New Jersey Governor signs into law “Epinephrine Access and Emergency Treatment Act”

In December 2015 you may have read in the Thrive! blog that the New Jersey state Senate had unanimously approved legislation that would create a training program for anyone who wishes to administer EpiPens, especially coaches, teachers, and other professionals in a public environment. The legislation was written broadly enough to include restaurant, hotel, and convention workers.

The New Jersey legislation, Bill A-4094/S-2884, titled, “Epinephrine Access and Emergency Treatment Act,” had been awaiting Governor Christie’s signature until Monday, January 11th, when it was signed into law. Epinephrine is a controlled substance and therefore is unavailable to non-medical professionals and those without a prescription. Now, non-medical professionals will be able to take a training course, approved by the Commissioner of Health that would help them identify the symptoms of anaphylaxis, and how  to use and store epinephrine auto-injector devices.

Anaphylaxis is a serious, sometimes life-threatening allergic reaction to food allergies, some medications, or insect stings. Injectable epinephrine is the emergency, first-aid medication of choice for anaphylaxis and must be administered immediately upon suspicion of anaphylaxis. In addition, anaphylaxis can happen without warning, even in persons with no history of allergies.

According to Bennie Wimberly, one of the assemblymen who introduced the legislation, alongside Herb Conaway, Jr. M.D. and Troy Singleton, “Individuals who are known to be at risk of anaphylaxis may carry emergency doses of epinephrine with them. However, some individuals may not be aware of their allergy and do not carry epinephrine. This is critical legislation that will provide training individuals with the tools necessary to respond to emergency anaphylaxis situations and save lives.”

New Jersey enacts Epinephrine Access and Emergency Treatment Act

The law would also allow employers of those trained to administer the drug, to also obtain a stock of auto-injector epinephrine. Included is a “good samaritan” provision to shield those trained first responders from liability when epinephrine is administered in good faith. This includes protection, similar to that of medical professionals, from legal liability if in the course of using the devices, something were to go wrong.

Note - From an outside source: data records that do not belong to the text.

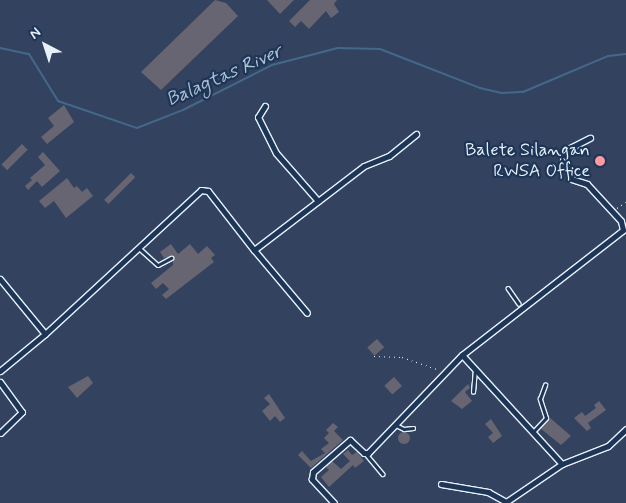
<!DOCTYPE html>
<style>
body{margin:0}
#map{position:relative;width:626px;height:503px;overflow:hidden;background:#33435f;font-family:Mynerve,sans-serif}
div>[style]{position:absolute}
.stream>*{height:2px;margin:-1px;padding:0 1px;transform-origin:1px;border-radius:1px;background:#44688b}
.building>*{inset:0;background:#666571;transform-origin:0 0}
.round{border-radius:50%}
.path>*{height:1px;margin-top:-0.5px;transform-origin:0;background:repeating-linear-gradient(90deg,#e8f1f8 0 1px,transparent 0 5px)}
.roads{filter:drop-shadow(1px 0 #e8f1f8) drop-shadow(-1px 0 #e8f1f8) drop-shadow(0 1px #e8f1f8) drop-shadow(0 -1px #e8f1f8)}
.service>*{height:2.5px;margin:-1.25px;padding:0 1.25px;transform-origin:1.25px;border-radius:1.25px;background:#1d3557}
.minor>*{height:5px;margin:-2.5px;padding:0 2.5px;transform-origin:2.5px;border-radius:2.5px;background:#1d3557}
.dots>*{width:14px;height:14px;translate:-50% -50%;box-sizing:border-box;border:2px solid #1d3557;border-radius:50%}
span{translate:-50% -50%;white-space:nowrap;text-align:center;line-height:1.15;-webkit-text-stroke:4.5px #1d3557;paint-order:stroke}
.poi-label{font-size:18px;color:#e8f1f8}
.right{translate:-100% -50%;text-align:right}
.water-label{font-size:19px;color:#afc1d2;font-style:italic}
.north{position:absolute;left:20px;top:20px;width:50px;height:50px;-webkit-text-stroke:4px #1d3557;paint-order:stroke;rotate:320deg;font-size:14px;font-weight:700;line-height:20px;text-align:center;color:#e8f1f8}
.north::after{content:'';display:block;margin:auto;width:18px;height:22px;background:#e8f1f8;clip-path:polygon(50% 0,100% 100%,50% 72%,0 100%)}
</style>
<div id="map">
<div class="stream">
<div style="left:0;top:48px;width:30px;rotate:12deg"></div>
<div style="left:29px;top:54px;width:55px;rotate:58.3deg"></div>
<div style="left:58px;top:101px;width:83px;rotate:18.9deg"></div>
<div style="left:137px;top:128px;width:49px;rotate:-21.4deg"></div>
<div style="left:183px;top:110px;width:100px;rotate:-26.8deg"></div>
<div style="left:272px;top:65px;width:68px;rotate:-14.4deg"></div>
<div style="left:338px;top:48px;width:42px;rotate:1.4deg"></div>
<div style="left:380px;top:49px;width:107px;rotate:21.3deg"></div>
<div style="left:480px;top:88px;width:22px;rotate:13deg"></div>
<div style="left:501px;top:93px;width:22px;rotate:-3deg"></div>
<div style="left:523px;top:92px;width:92px;rotate:-23deg"></div>
<div style="left:608px;top:56px;width:18px;rotate:-6deg"></div>
</div>
<div class="building">
<div style="clip-path:polygon(215px 0,226px 3px,238px 16px,161px 90px,141px 72px)"></div>
<div style="clip-path:polygon(267px 0,294px 0,280px 14px)"></div>
<div style="clip-path:polygon(310px 0,337px 0,334px 4px,339px 12px,331px 18px,326px 11px,309px 29px,301px 21px,295px 27px,289px 21px)"></div>
<div style="clip-path:polygon(64px 105px,74px 122px,47px 144px,41px 137px,54px 126px,48px 118px)"></div>
<div style="left:22px;top:144px;width:8px;height:29px;rotate:45deg"></div>
<div style="clip-path:polygon(43px 152px,60px 171px,42px 187px,37px 181px,28px 190px,25px 186px,32px 180px,30px 178px,45px 165px,38px 157px)"></div>
<div style="left:131px;top:173px;width:6px;height:38px;rotate:45deg"></div>
<div style="clip-path:polygon(67px 178px,74px 188px,77px 186px,82px 192px,87px 188px,93px 196px,66px 218px,54px 201px,45px 208px,39px 201px)"></div>
<div style="clip-path:polygon(171px 244px,178px 254px,190px 244px,198px 254px,207px 246px,215px 255px,211px 258px,214px 262px,166px 299px,162px 295px,169px 289px,163px 283px,156px 289px,151px 283px,173px 265px,173px 256px,164px 258px,160px 252px)"></div>
<div style="left:377px;top:339px;width:11px;height:13px;rotate:49deg"></div>
<div style="clip-path:polygon(88px 376px,93px 383px,77px 398px,68px 387px)"></div>
<div style="left:394px;top:377px;width:12px;height:13px;rotate:48deg"></div>
<div style="clip-path:polygon(468px 384px,470px 388px,465px 392px,472px 401px,462px 409px,451px 401px)"></div>
<div style="clip-path:polygon(269px 394px,285px 418px,280px 422px,275px 416px,270px 421px,262px 411px,270px 404px,264px 398px)"></div>
<div style="clip-path:polygon(599px 401px,606px 410px,588px 423px,591px 428px,587px 431px,574px 418px,582px 412px,585px 416px,596px 408px,594px 405px)"></div>
<div style="clip-path:polygon(549px 417px,571px 436px,561px 445px,541px 429px)"></div>
<div style="clip-path:polygon(491px 419px,502px 436px,493px 443px,488px 437px,493px 433px,485px 424px)"></div>
<div style="clip-path:polygon(333px 423px,338px 427px,334px 431px,343px 440px,311px 468px,298px 455px,302px 451px,311px 461px,325px 453px,321px 449px,329px 443px,324px 438px,329px 433px,326px 430px)"></div>
<div class="round" style="left:398px;top:432px;width:12px;height:12px"></div>
<div style="clip-path:polygon(348px 450px,352px 455px,357px 452px,364px 461px,355px 468px,353px 465px,329px 487px,321px 477px,329px 470px,326px 467px,332px 461px,341px 469px,350px 461px,343px 454px)"></div>
</div>
<div class="path">
<div style="left:617px;top:208px;width:11px;rotate:-34deg"></div>
<div style="left:374px;top:356px;width:28px;rotate:2deg"></div>
<div style="left:402px;top:357px;width:39px;rotate:19deg"></div>
</div>
<div class="roads">
<div class="service">
<div style="left:139px;top:248px;width:25px;rotate:42deg"></div>
<div style="left:158px;top:265px;width:15px;rotate:-28deg"></div>
<div style="left:508px;top:288px;width:19px;rotate:55deg"></div>
<div style="left:473px;top:392px;width:23px;rotate:-85deg"></div>
<div style="left:396px;top:425px;width:9px;rotate:27deg"></div>
<div style="left:404px;top:429px;width:9px;rotate:-6deg"></div>
<div style="left:533px;top:432px;width:19px;rotate:-47deg"></div>
<div style="left:546px;top:418px;width:20px;rotate:-108deg"></div>
<div style="left:540px;top:399px;width:15px;rotate:-70deg"></div>
<div style="left:366px;top:454px;width:26px;rotate:50deg"></div>
</div>
<div class="minor">
<div style="left:265px;top:106px;width:13px;rotate:122deg"></div>
<div style="left:258px;top:117px;width:40px;rotate:63.4deg"></div>
<div style="left:276px;top:153px;width:64px;rotate:48.8deg"></div>
<div style="left:254px;top:250px;width:82px;rotate:49.9deg"></div>
<div style="left:0;top:279px;width:71px;rotate:50.7deg"></div>
<div style="left:462px;top:355px;width:148px;rotate:47.5deg"></div>
<div style="left:562px;top:464px;width:49px;rotate:-21.4deg"></div>
<div style="left:608px;top:446px;width:25px;rotate:-43deg"></div>
<div style="left:0;top:371px;width:58px;rotate:-39.4deg"></div>
<div style="left:45px;top:334px;width:212px;rotate:-42.7deg"></div>
<div style="left:201px;top:190px;width:7px;rotate:8deg"></div>
<div style="left:208px;top:191px;width:75px;rotate:52.1deg"></div>
<div style="left:254px;top:250px;width:138px;rotate:-37.4deg"></div>
<div style="left:364px;top:166px;width:27px;rotate:-22deg"></div>
<div style="left:389px;top:156px;width:35px;rotate:-39deg"></div>
<div style="left:0;top:382px;width:37px;rotate:54deg"></div>
<div style="left:22px;top:412px;width:30px;rotate:136deg"></div>
<div style="left:441px;top:484px;width:48px;rotate:9.7deg"></div>
<div style="left:488px;top:492px;width:21px;rotate:29deg"></div>
<div style="left:506px;top:502px;width:68px;rotate:-34.2deg"></div>
<div style="left:334px;top:503px;width:33px;rotate:-133deg"></div>
<div style="left:312px;top:479px;width:7px;rotate:-82deg"></div>
<div style="left:313px;top:472px;width:49px;rotate:-40.9deg"></div>
<div style="left:350px;top:440px;width:19px;rotate:43deg"></div>
<div style="left:364px;top:453px;width:4px"></div>
<div style="left:368px;top:453px;width:136px;rotate:-46.2deg"></div>
<div style="left:462px;top:355px;width:204px;rotate:-37.8deg"></div>
<div style="left:623px;top:230px;width:9px;rotate:-103deg"></div>
<div style="left:621px;top:221px;width:50px;rotate:-132.6deg"></div>
<div style="left:587px;top:184px;width:16px;rotate:-162deg"></div>
<div style="left:572px;top:179px;width:20px;rotate:-117deg"></div>
<div style="left:563px;top:161px;width:11px;rotate:-75deg"></div>
<div style="left:566px;top:150px;width:27px;rotate:-27deg"></div>
</div>
</div>
<div class="dots">
<div style="left:600px;top:161px;background:#ff9aa2"></div>
</div>
<div class="poi-label">
<span class="right" style="left:590px;top:161px">Balete Silangan<br>RWSA Office</span>
</div>
<div class="water-label">
<span style="left:224px;top:76px;rotate:-24deg">Balagtas River</span>
</div>
<div class="north">N</div>
</div>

Lisa Giuriceo, facilitator of the Food Allergy and Asthma Support Group of North Jersey further clarifies, “You’re not going to be held liable if you pass [the state approved class]. You’ll have education on how and when to give epinephrine, and there’s a portion of this bill that protects people if they give epinephrine so they won’t get sued.”

There are now eighteen states with what are called “entity laws.” The legislation permits several types of public venues to maintain an auto-injector, significantly reducing the time it takes to get epinephrine to a person having an anaphylactic reaction. New Jersey’s law goes a little further than most by allowing trained individuals and public venues to maintain epinephrine.

For perspective, there are nineteen states that not only allow, but require schools, and in some cases, health clubs and other public venues, to maintain Automated External Defibrillators (AEDs). AEDs are used in emergencies to treat the early onset of cardiac arrest. It is my hope this New Jersey legislation on epinephrine and similar bills being considered around the country, will take the same path as CPR training and AEDs in public venues  – not only allowing, but requiring the maintenance of epinephrine auto-injectors and the presence of trained staff in hotels, convention centers, and restaurants.